Avoid these mistakes when applying for a mortgage
The biggest mistake Shaw sees from retired clients is taking on a larger mortgage than they can afford or not factoring in additional housing-related expenses.
“For example, I had a client who retired and moved from a coastal area to a more inland area in California,” she said. “Although it’s only a few hours away, the difference in the weather is significant. The client didn’t anticipate that he and his family would need to use their air conditioning or pool as often, leading to a sizeable increase in energy and cleaning costs.”
Those often-unexpected additional expenses lead to increased withdrawals from the client’s retirement account.
“My client didn’t have any other income source or the ability to return to the workforce,” Shaw noted. “This meant tightening the budget on some of the other non-essential expenses. Retirees should always ensure a buffer in their budget for unexpected increases in the cost of basics, like utilities, insurance and home maintenance.”
Bottom line
Retirees will increase their odds of getting a good mortgage by presenting lenders with a clear picture showing they’re solid loan candidates.

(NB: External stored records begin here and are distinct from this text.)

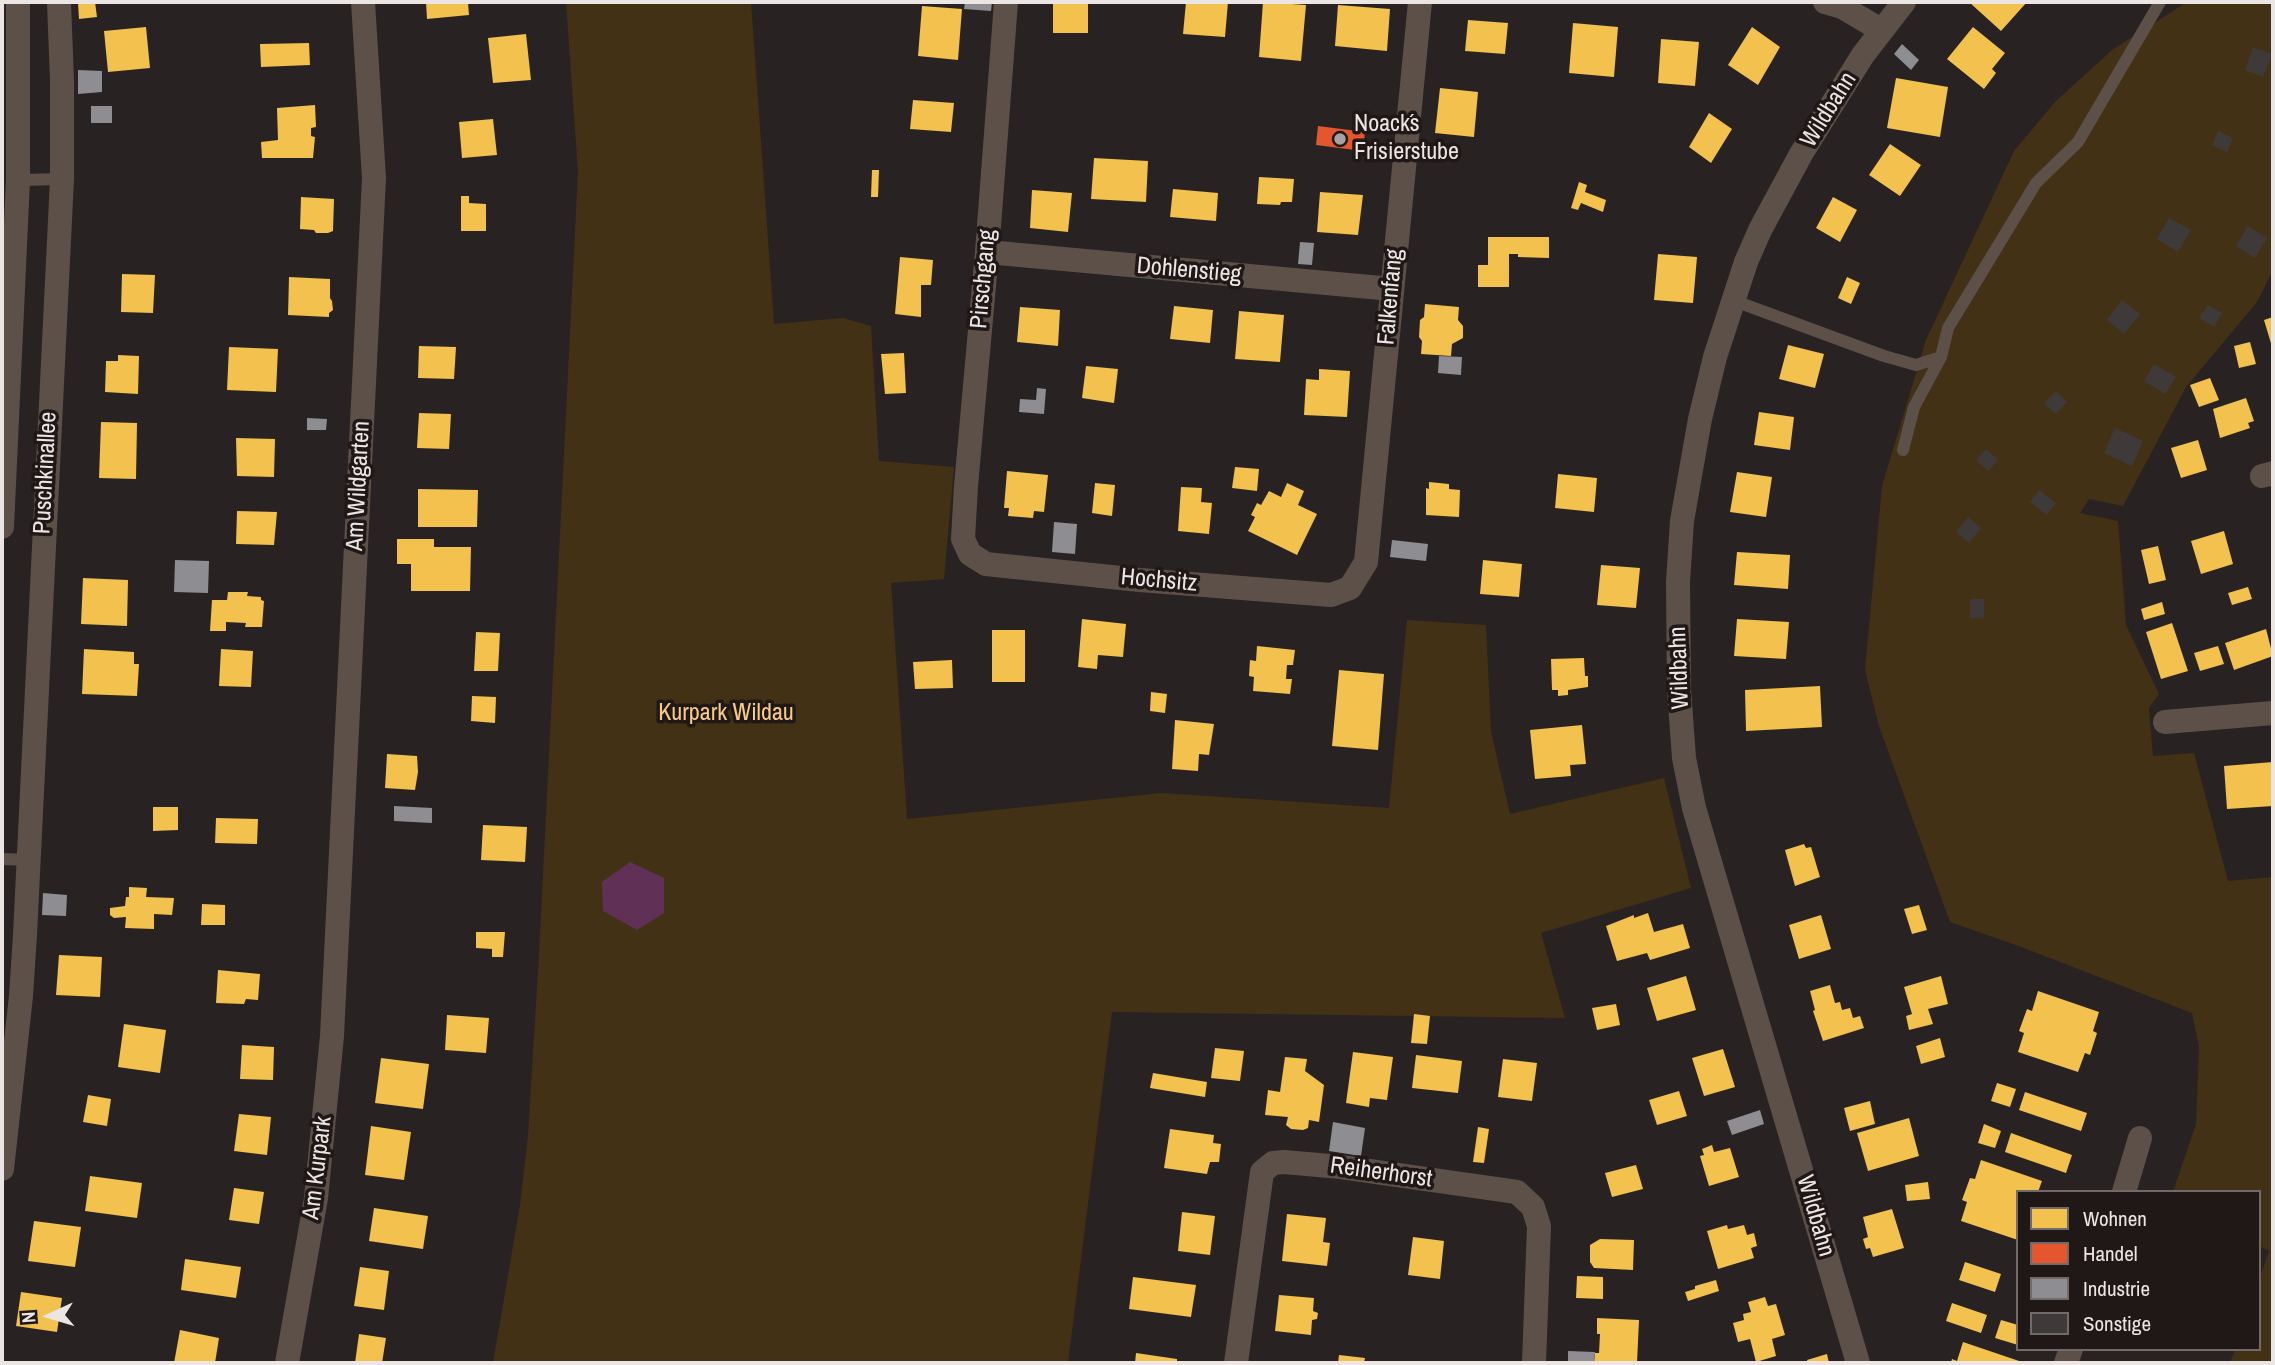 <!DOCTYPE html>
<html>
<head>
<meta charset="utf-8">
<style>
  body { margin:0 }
  #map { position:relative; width:2275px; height:1365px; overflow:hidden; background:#282322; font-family:"Archivo Narrow",sans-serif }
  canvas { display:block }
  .frame { position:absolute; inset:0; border:4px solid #ebe5e4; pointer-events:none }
  .legend { position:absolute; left:2016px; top:1190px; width:245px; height:161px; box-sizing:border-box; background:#201817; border:2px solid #716a69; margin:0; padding:9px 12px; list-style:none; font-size:21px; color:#ebe5e4 }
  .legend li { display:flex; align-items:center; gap:14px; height:35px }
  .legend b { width:35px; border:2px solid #716a69 }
  .north { position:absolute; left:14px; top:1281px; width:70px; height:70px; -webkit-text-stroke:5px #201817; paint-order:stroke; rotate:266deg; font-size:19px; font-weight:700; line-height:28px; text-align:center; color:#ebe5e4 }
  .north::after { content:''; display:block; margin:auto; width:24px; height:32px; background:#ebe5e4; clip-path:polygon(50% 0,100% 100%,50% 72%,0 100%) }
</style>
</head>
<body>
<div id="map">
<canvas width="2275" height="1365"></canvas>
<div class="frame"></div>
<ul class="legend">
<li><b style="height:19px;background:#f2c14e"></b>Wohnen</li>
<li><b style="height:19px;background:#e4572e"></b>Handel</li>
<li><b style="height:19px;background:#8d8d92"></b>Industrie</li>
<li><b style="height:19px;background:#3f3a3a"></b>Sonstige</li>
</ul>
<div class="north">N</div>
</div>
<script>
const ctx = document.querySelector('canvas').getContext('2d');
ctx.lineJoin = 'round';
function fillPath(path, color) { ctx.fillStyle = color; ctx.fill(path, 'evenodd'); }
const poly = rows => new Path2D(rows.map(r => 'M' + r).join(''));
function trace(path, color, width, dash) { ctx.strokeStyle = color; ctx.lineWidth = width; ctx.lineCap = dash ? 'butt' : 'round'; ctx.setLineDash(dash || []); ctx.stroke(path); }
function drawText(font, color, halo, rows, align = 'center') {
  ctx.font = font + ' "Archivo Narrow",sans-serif'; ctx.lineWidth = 7; ctx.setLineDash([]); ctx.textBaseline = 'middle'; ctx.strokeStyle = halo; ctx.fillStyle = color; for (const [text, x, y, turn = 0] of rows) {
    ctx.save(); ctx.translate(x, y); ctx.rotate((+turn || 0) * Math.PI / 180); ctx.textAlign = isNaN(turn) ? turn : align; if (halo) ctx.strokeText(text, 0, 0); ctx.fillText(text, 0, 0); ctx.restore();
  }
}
fillPath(poly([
  [566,2,751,2,774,324,843,318,871,326,879,461,954,467,944,579,891,583,907,819,1162,793,1389,808,1407,620,1486,625,1491,732,1510,814,1664,778,1691,888,1541,933,1565,1018,1112,1012,1068,1363,493,1363,520,1205,528,1136,539,955,578,172],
  [2187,2,2273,2,2273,270,2257,302,2186,387,2123,506,2089,499,2080,513,2118,521,2126,625,2159,694,2149,708,2153,756,2194,753,2228,881,2273,877,2273,1363,2230,1363,2235,1349,2259,1349,2259,1280,2269,1251,2259,1246,2259,1192,2173,1192,2196,1124,2199,1047,2192,1013,2024,948,1950,922,1879,726,1865,670,1882,486,1926,340,2014,151,2055,102,2112,50]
]), '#423114');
fillPath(poly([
  [630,862,664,878,664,913,637,930,603,911,602,882]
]), '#613056');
fillPath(poly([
  [95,2,97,17,79,19,78,3],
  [426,2,468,2,469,15,427,19],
  [1053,2,1088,2,1088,33,1053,33],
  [1186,2,1228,2,1225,37,1183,34],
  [1263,2,1306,5,1301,61,1259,57],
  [1969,2,2027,2,2001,31],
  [1338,5,1390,9,1387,51,1335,46],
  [922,6,962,9,958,60,918,56],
  [1468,20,1508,23,1505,54,1465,51],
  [1573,23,1618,27,1614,77,1569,73],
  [146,27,150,68,108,72,104,31],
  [1752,27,1780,47,1758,85,1728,65],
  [1973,27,2005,53,1992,69,1996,73,1984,89,1947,59],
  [526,34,531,80,493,83,488,38],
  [1661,39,1699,42,1695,86,1658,83],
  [309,43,310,65,261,67,260,44],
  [1896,78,1948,87,1940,137,1887,128],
  [1440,88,1478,92,1474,137,1435,133],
  [913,100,954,103,951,132,910,129],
  [315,105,316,127,311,128,311,136,315,137,313,158,262,158,261,142,278,140,277,108],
  [1709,113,1732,129,1711,163,1689,147],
  [493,119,497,155,462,158,459,122],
  [1890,144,1921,165,1900,196,1869,175],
  [1094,158,1148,161,1146,202,1091,199],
  [872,170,879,170,878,197,871,197],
  [1259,177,1294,179,1292,202,1281,202,1280,205,1257,204],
  [1579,182,1587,185,1585,192,1606,200,1603,212,1581,203,1578,210,1571,208],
  [1173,189,1218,193,1216,221,1170,217],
  [1032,190,1072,193,1068,232,1030,228],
  [1320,192,1363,195,1358,235,1317,232],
  [461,196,469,196,469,203,486,204,486,231,461,231],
  [301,197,334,199,333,231,328,233,316,233,314,230,300,229],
  [1833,197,1857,210,1840,242,1816,228],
  [1488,237,1549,237,1549,258,1518,257,1518,254,1509,254,1509,287,1478,287,1478,265,1488,265],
  [1658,254,1697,257,1693,303,1654,300],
  [900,257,933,260,931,285,921,285,921,317,895,314],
  [122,274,155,275,153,313,121,312],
  [289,277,330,279,330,298,332,301,333,310,329,313,329,317,288,315],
  [1847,277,1860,283,1851,304,1838,298],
  [1425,304,1459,307,1458,320,1463,326,1463,338,1452,344,1451,356,1421,354,1422,341,1419,337,1420,320,1424,317],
  [1174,306,1213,310,1210,343,1170,339],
  [1020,307,1060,310,1058,346,1017,342],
  [1239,311,1284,315,1280,362,1235,359],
  [2273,317,2273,350,2264,320],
  [2250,342,2256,364,2239,368,2234,346],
  [1788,345,1824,354,1815,388,1779,379],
  [419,346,456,347,454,379,418,378],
  [229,347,278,349,276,392,227,390],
  [904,353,906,393,885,394,881,354],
  [118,355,139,356,138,394,105,392,106,361,118,361],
  [1086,366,1118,369,1114,403,1082,398],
  [1319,369,1350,371,1347,417,1304,415,1306,379,1319,380],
  [2210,378,2219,400,2199,407,2190,385],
  [2246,398,2254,421,2248,423,2250,428,2220,438,2213,409],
  [1759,412,1794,417,1790,450,1754,445],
  [419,413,451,414,449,449,417,448],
  [101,422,137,423,136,479,99,478],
  [236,438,275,439,274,477,237,476],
  [2198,440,2207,470,2181,478,2171,448],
  [1235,467,1259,469,1257,491,1232,488],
  [1007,471,1048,475,1044,512,1034,511,1033,518,1008,516,1009,508,1004,508],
  [1737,472,1772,477,1766,517,1730,512],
  [1558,474,1597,478,1594,512,1555,508],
  [1429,482,1449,484,1449,489,1460,490,1459,517,1426,515,1426,488,1429,489],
  [1095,483,1115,485,1112,516,1092,513],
  [1287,483,1304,491,1298,505,1317,514,1297,555,1248,531,1255,517,1251,515,1257,503,1261,505,1269,491,1281,497],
  [1181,487,1202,488,1201,502,1212,503,1209,534,1178,531],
  [418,489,478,490,477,527,418,527],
  [237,511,277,512,274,545,236,544],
  [2224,531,2233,564,2201,574,2191,541],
  [397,539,434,539,434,547,471,547,470,591,411,591,411,564,397,564],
  [2158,546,2166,580,2149,584,2141,550],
  [1737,552,1790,555,1788,589,1734,585],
  [1483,560,1522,564,1519,597,1480,594],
  [1601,565,1640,568,1636,608,1597,605],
  [83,578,128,580,127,626,81,624],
  [2248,587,2252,599,2232,605,2228,593],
  [228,592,248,592,247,596,261,597,261,600,264,601,262,627,245,627,246,623,226,622,226,631,210,631,212,600,227,600],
  [2162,602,2165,614,2144,620,2141,609],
  [1082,619,1126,624,1123,657,1098,655,1097,669,1078,667],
  [1737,619,1789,622,1786,659,1734,656],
  [2172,623,2188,671,2161,679,2146,632],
  [2266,629,2273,656,2234,670,2225,643],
  [992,630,1025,630,1025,682,992,682],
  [476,632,500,633,498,671,474,671],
  [1257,646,1295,650,1293,665,1287,665,1286,679,1292,679,1290,694,1253,691,1254,677,1249,676,1250,660,1256,661],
  [2218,646,2224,664,2200,671,2194,653],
  [84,649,134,652,134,664,139,664,137,696,82,694],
  [221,649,253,651,251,687,219,686],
  [1584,658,1585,676,1588,676,1588,687,1568,690,1568,695,1558,696,1558,690,1552,690,1551,659],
  [952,660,953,688,915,689,913,662],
  [1339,670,1384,674,1378,750,1332,746],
  [1820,686,1822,727,1746,731,1745,690],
  [1151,692,1167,694,1165,713,1150,711],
  [472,696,496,697,495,723,471,721],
  [1175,720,1214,724,1209,755,1199,754,1198,771,1172,769],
  [1582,725,1586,764,1570,765,1571,776,1535,779,1530,730],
  [387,754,417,756,418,772,415,790,385,788],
  [2273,762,2273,806,2227,809,2224,766],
  [153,807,178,807,178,830,153,831],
  [216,818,258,819,257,844,215,843],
  [483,825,527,827,525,862,481,860],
  [1804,844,1806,848,1811,847,1820,877,1795,886,1785,850],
  [129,887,147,888,146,897,174,898,172,915,154,914,154,929,125,928,126,917,114,918,110,915,110,908,125,906,126,897,129,897],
  [202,904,225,905,225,925,201,925],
  [1919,905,1927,930,1912,934,1904,909],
  [1648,913,1654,932,1683,924,1690,948,1650,960,1647,953,1617,961,1606,926,1634,915,1634,918],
  [1821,915,1831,949,1799,959,1789,925],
  [476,932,505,932,503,957,492,957,492,949,476,948],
  [59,955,102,957,100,997,56,995],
  [218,970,260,974,258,1000,246,999,244,1004,216,1003],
  [1686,976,1696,1010,1657,1021,1647,988],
  [1941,976,1948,1004,1928,1009,1933,1024,1909,1030,1906,1016,1912,1014,1904,987],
  [1830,985,1835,1003,1840,1002,1842,1010,1850,1008,1853,1018,1860,1016,1864,1028,1823,1041,1813,1011,1815,1010,1810,991],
  [2038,991,2099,1012,2093,1031,2097,1033,2090,1055,2085,1053,2078,1072,2018,1052,2024,1033,2019,1031,2027,1009,2032,1011],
  [1616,1004,1620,1025,1597,1030,1592,1008],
  [1414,1014,1430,1016,1427,1044,1411,1043],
  [447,1015,489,1018,486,1053,445,1050],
  [124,1024,166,1030,160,1073,118,1067],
  [1940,1038,1945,1057,1921,1064,1916,1046],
  [242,1045,274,1047,273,1080,240,1079],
  [1215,1048,1244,1051,1240,1081,1211,1078],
  [1723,1049,1735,1087,1704,1096,1692,1058],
  [1353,1052,1393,1057,1387,1100,1370,1098,1369,1107,1346,1103],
  [1416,1055,1462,1061,1458,1093,1412,1088],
  [1285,1057,1307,1059,1305,1071,1324,1085,1319,1122,1309,1120,1308,1128,1303,1130,1291,1129,1286,1125,1288,1117,1265,1115,1268,1090,1280,1092],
  [381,1058,429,1064,423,1109,375,1103],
  [1503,1059,1537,1063,1532,1101,1498,1097],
  [1153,1073,1207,1082,1205,1097,1150,1088],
  [1997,1083,2016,1089,2010,1107,1991,1101],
  [1679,1091,1687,1116,1657,1125,1649,1100],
  [2025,1092,2087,1113,2081,1131,2019,1110],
  [88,1095,111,1099,107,1126,83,1122],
  [1870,1101,1875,1124,1850,1131,1844,1108],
  [239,1114,271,1117,267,1155,234,1151],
  [1909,1118,1919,1156,1868,1171,1857,1133],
  [1984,1124,2001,1131,1995,1148,1978,1143],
  [371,1126,411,1132,404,1180,365,1175],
  [1478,1127,1489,1129,1484,1163,1473,1162],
  [1170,1129,1214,1135,1213,1143,1221,1144,1219,1162,1210,1162,1207,1174,1164,1168],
  [2011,1133,2072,1155,2066,1173,2005,1152],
  [1712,1145,1714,1152,1730,1148,1739,1177,1709,1186,1700,1156,1704,1155,1702,1149],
  [1981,1160,2042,1181,2038,1192,2018,1192,2018,1240,1961,1221,1967,1202,1962,1200,1970,1178,1975,1179],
  [1636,1165,1643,1189,1612,1197,1605,1173],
  [90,1176,142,1183,137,1218,85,1211],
  [1928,1182,1930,1199,1907,1201,1905,1185],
  [234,1188,264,1192,259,1224,229,1220],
  [374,1208,428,1216,423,1249,369,1241],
  [1892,1209,1904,1248,1873,1257,1870,1248,1866,1249,1863,1239,1868,1237,1863,1217],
  [1182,1212,1215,1216,1210,1255,1178,1251],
  [1287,1214,1326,1218,1323,1242,1330,1243,1327,1266,1282,1261],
  [34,1221,81,1227,75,1267,28,1261],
  [1727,1225,1728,1229,1744,1225,1747,1235,1754,1233,1757,1246,1751,1248,1754,1258,1718,1269,1707,1231],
  [1413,1237,1444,1241,1440,1279,1408,1275],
  [1600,1239,1634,1240,1633,1270,1594,1268,1590,1262,1590,1245],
  [185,1259,241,1267,236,1298,181,1290],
  [1965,1262,2001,1274,1995,1292,1959,1280],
  [360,1267,389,1271,384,1310,354,1306],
  [1577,1276,1603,1277,1603,1299,1576,1298],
  [1133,1277,1196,1285,1191,1317,1129,1309],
  [1716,1280,1719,1291,1688,1301,1685,1292,1695,1289,1695,1286],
  [21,1292,62,1298,57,1332,16,1326],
  [1279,1295,1314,1298,1313,1311,1318,1313,1317,1319,1312,1320,1311,1335,1275,1331],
  [1765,1297,1768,1306,1776,1304,1785,1335,1772,1339,1776,1356,1756,1362,1750,1339,1738,1342,1733,1323,1744,1320,1743,1314,1751,1312,1748,1302],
  [1952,1303,1987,1315,1981,1333,1946,1321],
  [1597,1318,1639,1320,1637,1363,1594,1363,1595,1353,1599,1353,1600,1334,1597,1334],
  [2001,1320,2018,1325,2018,1345,1995,1338],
  [180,1330,219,1338,215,1363,174,1363],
  [359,1334,386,1338,382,1363,355,1363],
  [1963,1342,2025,1363,1951,1363,1952,1359,1957,1361],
  [1136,1353,1177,1359,1177,1363,1135,1363],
  [1827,1354,1829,1363,1808,1363,1807,1360],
  [1339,1355,1365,1358,1364,1363,1338,1363]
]), '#f2c14e');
fillPath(poly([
  [1318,126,1365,132,1363,151,1316,145]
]), '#e4572e');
fillPath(poly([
  [965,2,992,2,991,11,964,9],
  [1902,44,1919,60,1911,70,1894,54],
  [78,70,102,71,102,92,78,94],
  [91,106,112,106,112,123,91,123],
  [1300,242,1314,243,1312,265,1298,264],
  [1439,356,1462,357,1461,375,1438,373],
  [1037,388,1046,389,1044,414,1019,412,1020,399,1036,400],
  [307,418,327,419,326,430,307,430],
  [1054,522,1077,524,1075,554,1052,552],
  [1392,540,1428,544,1426,561,1390,557],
  [175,560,209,561,208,593,174,592],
  [394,806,432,808,432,823,394,821],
  [43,893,67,895,66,916,42,915],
  [1760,1110,1764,1124,1732,1135,1727,1121],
  [1333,1122,1365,1128,1361,1156,1329,1151],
  [1568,1351,1595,1352,1594,1363,1568,1363]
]), '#8d8d92');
fillPath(poly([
  [2253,47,2272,54,2263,77,2245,70],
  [2218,131,2233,138,2227,152,2212,145],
  [2169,218,2191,230,2178,252,2157,239],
  [2248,226,2267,238,2255,258,2236,246],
  [2122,300,2140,314,2124,334,2107,320],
  [2208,305,2222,313,2214,327,2199,318],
  [2154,364,2176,377,2165,394,2144,381],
  [2056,391,2067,402,2055,414,2044,403],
  [2115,428,2143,441,2132,466,2104,453],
  [1986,449,1998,460,1988,471,1976,460],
  [2039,490,2056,503,2047,515,2030,502],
  [1968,517,1981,528,1969,543,1956,532],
  [1970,599,1984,599,1984,618,1970,618]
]), '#3f3a3a');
trace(poly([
  [18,180,62,179],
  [1732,300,1884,356,1916,365,1941,357],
  [1903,450,1914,407,1941,357,1948,328,2036,183,2078,142,2160,2],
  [2,859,28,860]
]), '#5d5049', 12);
trace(poly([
  [1006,2,987,252,966,486,963,539,970,554,986,564,1140,580,1331,595,1350,588,1366,562,1420,2],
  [1825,2,1842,7,1881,30],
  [987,252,1392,289],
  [2262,476,2273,473],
  [2,527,18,180,18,2],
  [2165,722,2273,713],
  [2,1169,21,996,25,935,62,179,62,81,59,2],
  [2124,1192,2140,1138],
  [287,1363,316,1198,332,1036,374,178,363,2],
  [1236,1363,1262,1172,1273,1163,1284,1162,1341,1167,1517,1192,1533,1207,1539,1226,1534,1363],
  [1858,1363,1694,808,1684,758,1679,689,1678,582,1682,521,1700,419,1715,357,1746,262,1760,230,1801,154,1863,55,1904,2],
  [2066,1363,2071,1349]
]), '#5d5049', 24);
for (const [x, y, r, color] of [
  [1340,139,7,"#a7a1a0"]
]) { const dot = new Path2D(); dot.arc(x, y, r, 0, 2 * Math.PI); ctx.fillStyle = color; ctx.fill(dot); trace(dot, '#201817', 2.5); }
drawText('24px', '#ebe5e4', '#201817', [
  ["Wildbahn",1829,110,-58],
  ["Dohlenstieg",1189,271,5],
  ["Pirschgang",984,279,-85],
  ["Falkenfang",1391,297,-85],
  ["Puschkinallee",46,473,-87],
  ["Am Wildgarten",359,486,-87],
  ["Hochsitz",1159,581,5],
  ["Wildbahn",1680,668,-92],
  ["Am Kurpark",318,1168,-83],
  ["Reiherhorst",1381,1173,8],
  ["Wildbahn",1815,1216,74]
]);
drawText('24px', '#ebe5e4', '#201817', [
  ["Noack´s",1354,125],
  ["Frisierstube",1354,153]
], 'left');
drawText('24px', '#f9cb86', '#201817', [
  ["Kurpark Wildau",726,714]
]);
</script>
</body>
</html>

“Your best move is to show lenders you have stable finances by using assets to bolster income,” said Matt Schwartz, co-founder at VA Loan Network in Dallas, Texas. “Also, focus on your credit scores or don’t make any significant financial withdrawals before applying.”
Take time to find the right house in the neighborhood that meets your financial situation.
“Don’t be impatient about moving too quickly,” Locke advised. “Also, avoid buying too much house and using too many assets to purchase the house.”
© 2025 The Kiplinger Washington Editors, Inc. Distributed by Tribune Content Agency, LLC.